• [INSTRUCTIONS TO FOLLOW]:
Work out how many lines in the material beneath contain "labels". Give only that number.

• [MATERIAL PROVIDED]:

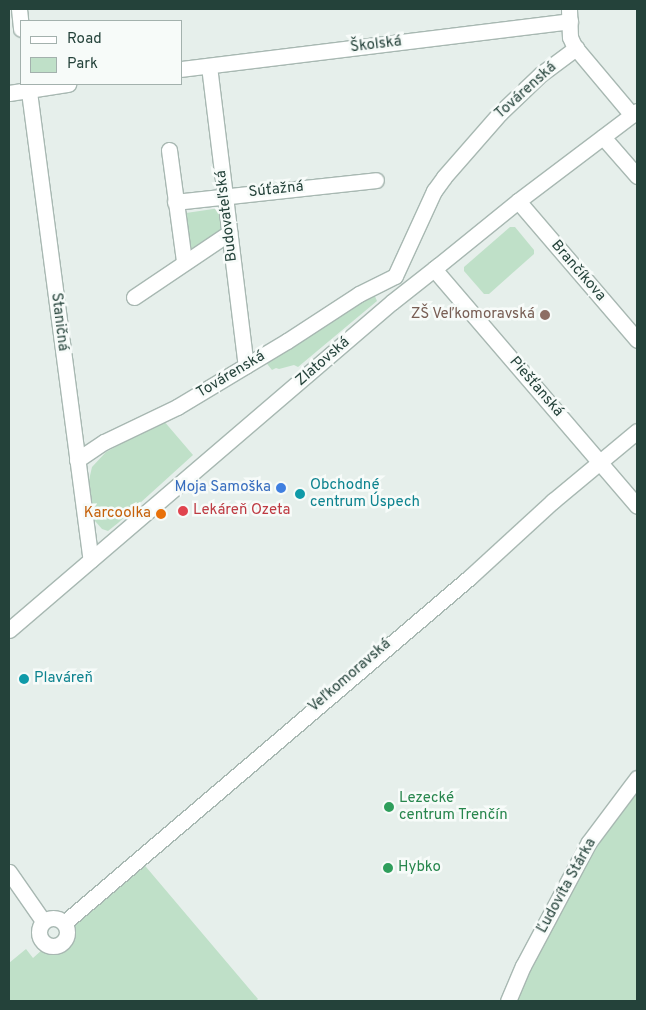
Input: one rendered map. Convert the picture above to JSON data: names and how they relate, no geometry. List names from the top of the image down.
{
  "streets": {
    "street": [
      "Školská",
      "Továrenská",
      "Súťažná",
      "Budovateľská",
      "Brančíkova",
      "Staničná",
      "Zlatovská",
      "Piešťanská",
      "Veľkomoravská",
      "Ľudovíta Stárka"
    ]
  },
  "crossings": [
    ["Školská", "Budovateľská"],
    ["Továrenská", "Budovateľská"],
    ["Továrenská", "Staničná"],
    ["Súťažná", "Budovateľská"],
    ["Brančíkova", "Zlatovská"],
    ["Staničná", "Zlatovská"],
    ["Zlatovská", "Piešťanská"],
    ["Piešťanská", "Veľkomoravská"]
  ],
  "places": [
    "ZŠ Veľkomoravská",
    "Moja Samoška",
    "Obchodné centrum Úspech",
    "Lekáreň Ozeta",
    "Karcoolka",
    "Plaváreň",
    "Lezecké centrum Trenčín",
    "Hybko"
  ],
  "legend": ["Road", "Park"]
}
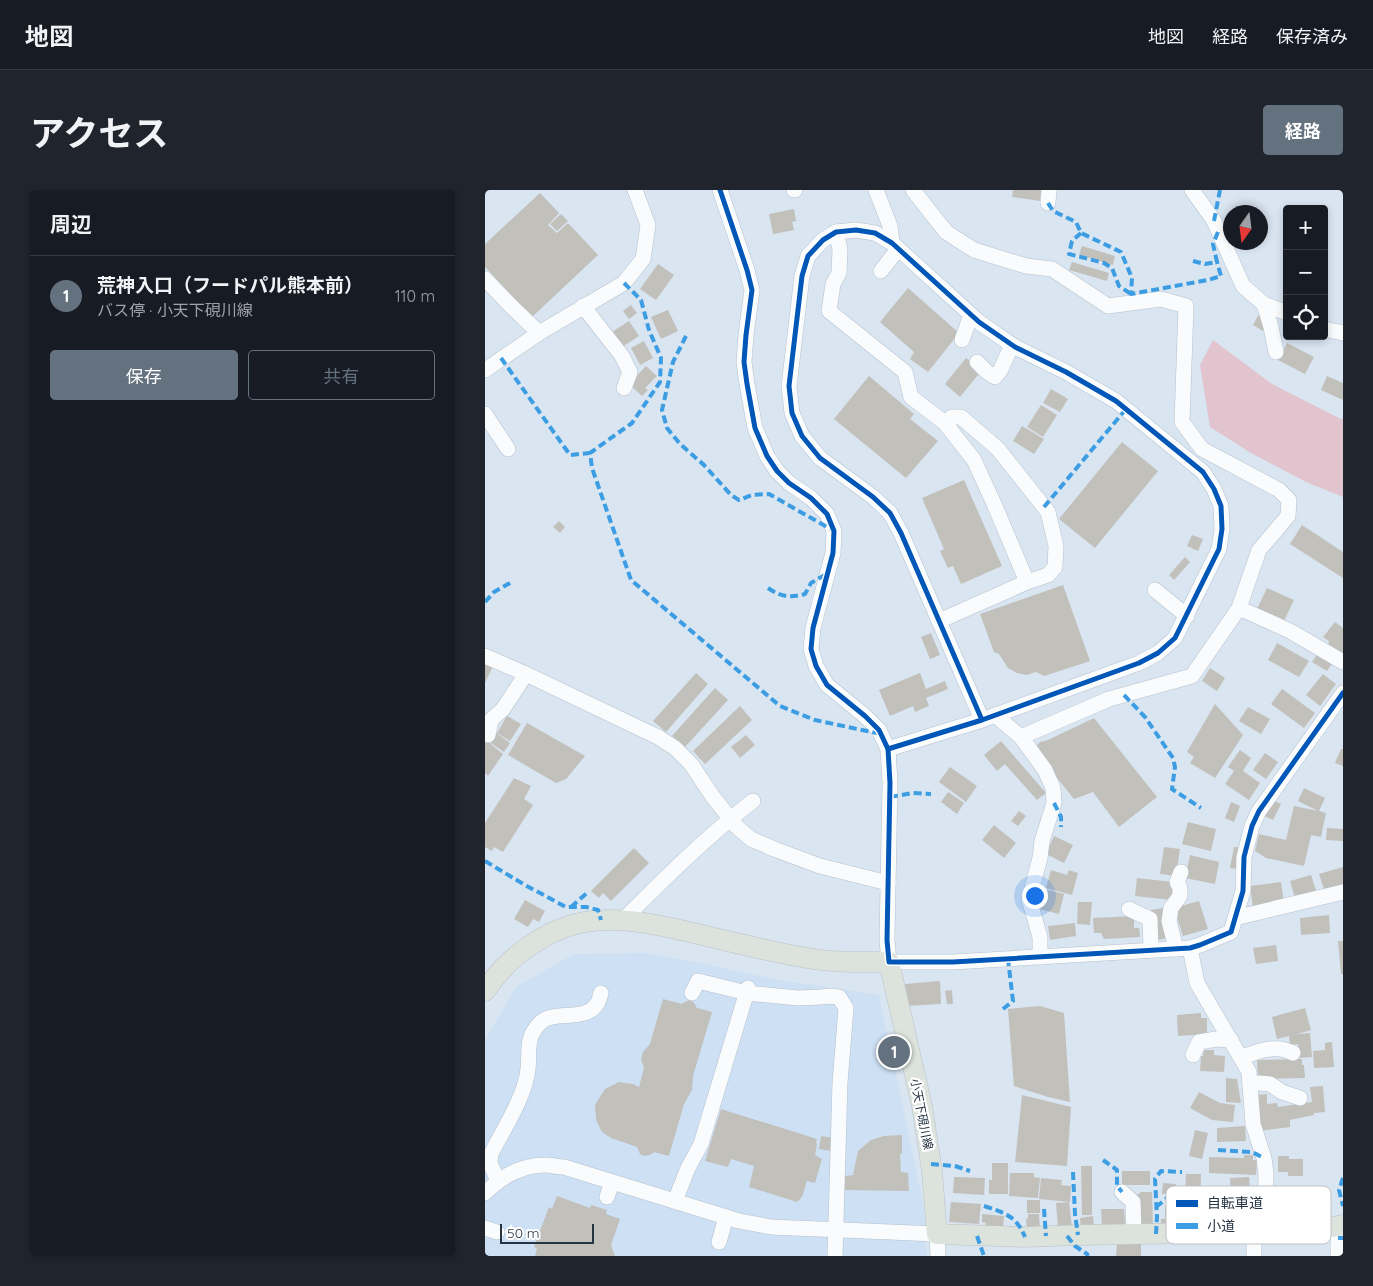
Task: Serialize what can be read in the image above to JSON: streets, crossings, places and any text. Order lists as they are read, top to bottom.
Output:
{
  "streets": {
    "main road": ["小天下硯川線"]
  },
  "legend": ["自転車道", "小道"],
  "scale_bar": "50 m",
  "north": "bottom",
  "page": {
    "header": "地図",
    "nav": ["地図", "経路", "保存済み"],
    "title": "アクセス",
    "buttons": [
      "経路",
      ["保存", "共有"]
    ],
    "heading": "周辺",
    "map_buttons": ["+", "−"],
    "list": [
      {
        "mark": "1",
        "name": "荒神入口（フードパル熊本前）",
        "note": "バス停 · 小天下硯川線",
        "value": "110 m"
      }
    ],
    "pins": "1",
    "scale": "50 m"
  }
}
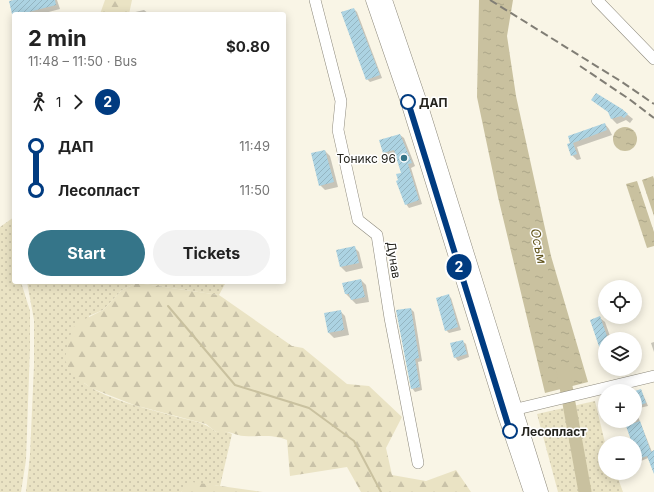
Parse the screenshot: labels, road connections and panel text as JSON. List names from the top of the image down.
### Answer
{
  "streets": {
    "street": ["Дунав"]
  },
  "water": ["Осъм"],
  "places": ["ДАП", "Тоникс 96", "Лесопласт"],
  "lines": ["bus line 2"],
  "page": {
    "on_map": "2",
    "heading": ["2 min", "11:48 – 11:50 · Bus", "$0.80"],
    "legs": ["1", "2"],
    "list": [
      {
        "name": "ДАП",
        "value": "11:49"
      },
      {
        "name": "Лесопласт",
        "value": "11:50"
      }
    ],
    "buttons": ["Start", "Tickets"],
    "map_buttons": ["+", "−"]
  }
}
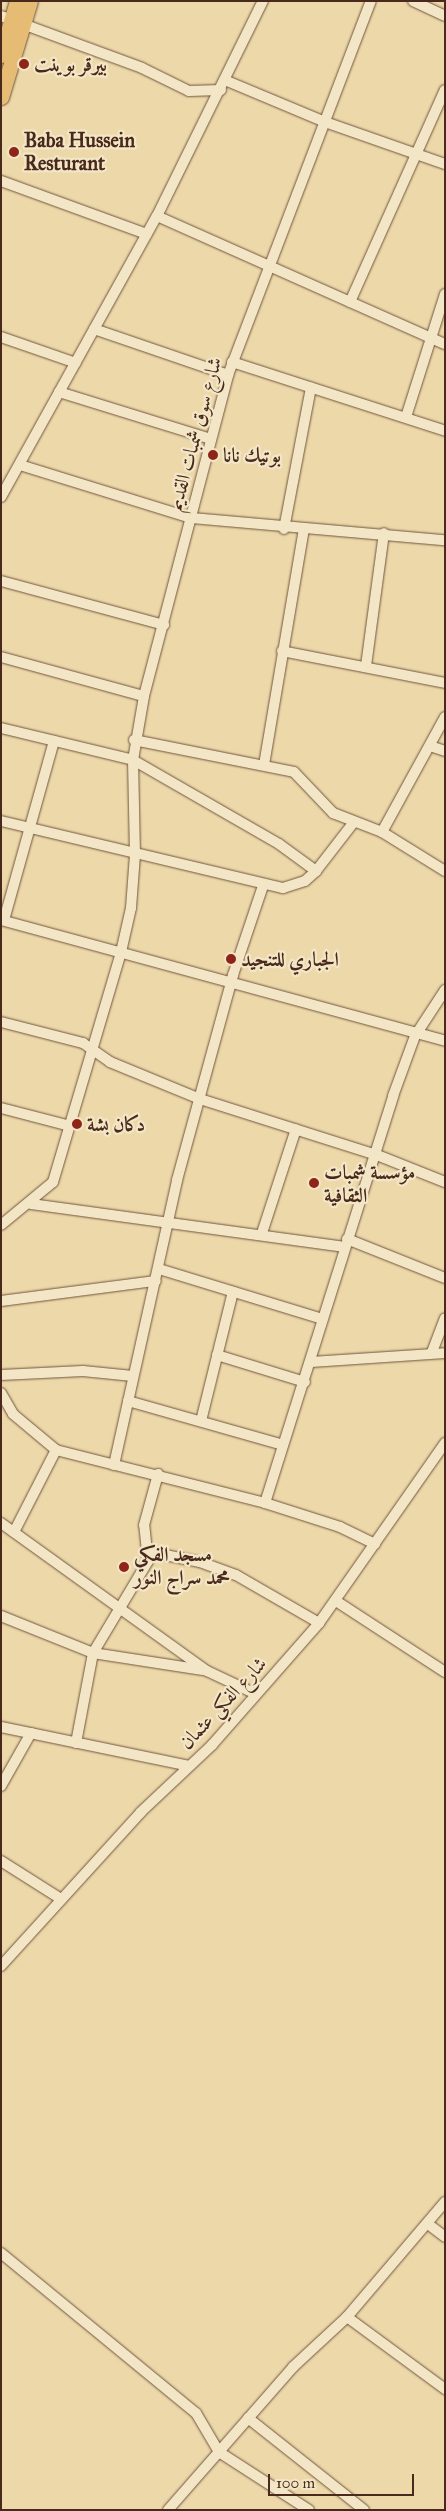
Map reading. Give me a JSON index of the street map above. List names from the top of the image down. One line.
{"streets":{"street":["شارع سوق شمبات القديم","شارع الفكي عثمان"]},"places":["بيرقر بوينت","Baba Hussein Resturant","بوتيك نانا","الجباري للتنجيد","دكان بشة","مؤسسة شمبات الثقافية","مسجد الفكي محمد سراج النور"],"scale_bar":"100 m"}
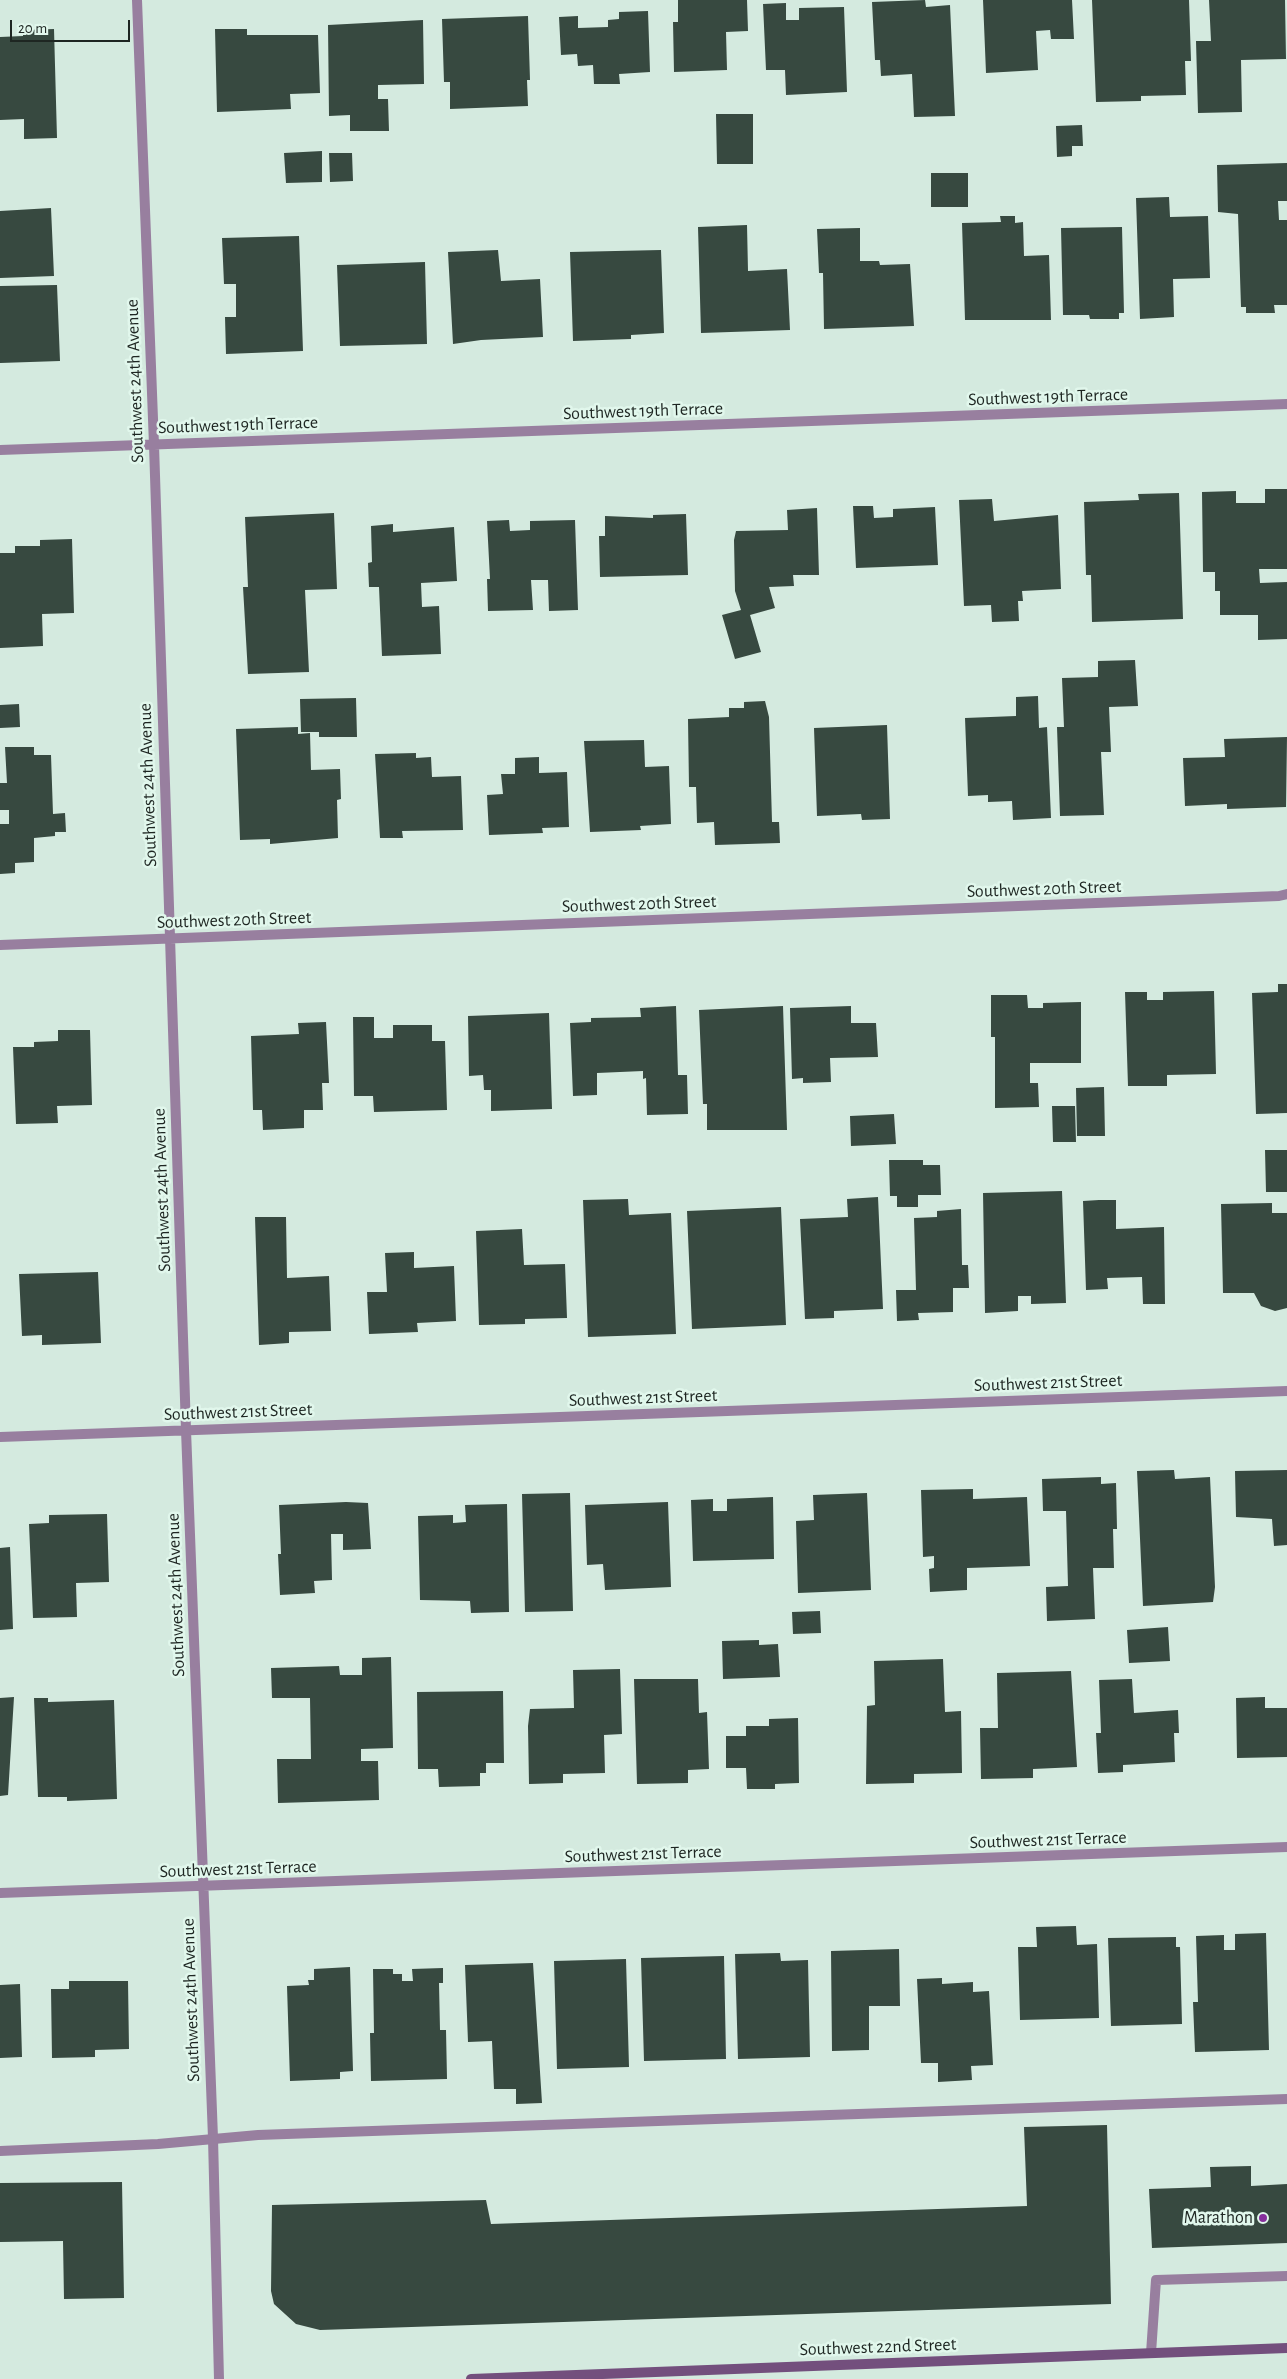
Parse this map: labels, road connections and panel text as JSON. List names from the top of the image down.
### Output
{
  "streets": {
    "main road": ["Southwest 22nd Street"],
    "street": [
      "Southwest 24th Avenue",
      "Southwest 19th Terrace",
      "Southwest 20th Street",
      "Southwest 21st Street",
      "Southwest 21st Terrace"
    ]
  },
  "crossings": [
    ["Southwest 24th Avenue", "Southwest 19th Terrace"],
    ["Southwest 24th Avenue", "Southwest 20th Street"],
    ["Southwest 24th Avenue", "Southwest 21st Street"],
    ["Southwest 24th Avenue", "Southwest 21st Terrace"]
  ],
  "places": ["Marathon"],
  "scale_bar": "20 m"
}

• [SOLUTION TO THIS EXERCISE]:
2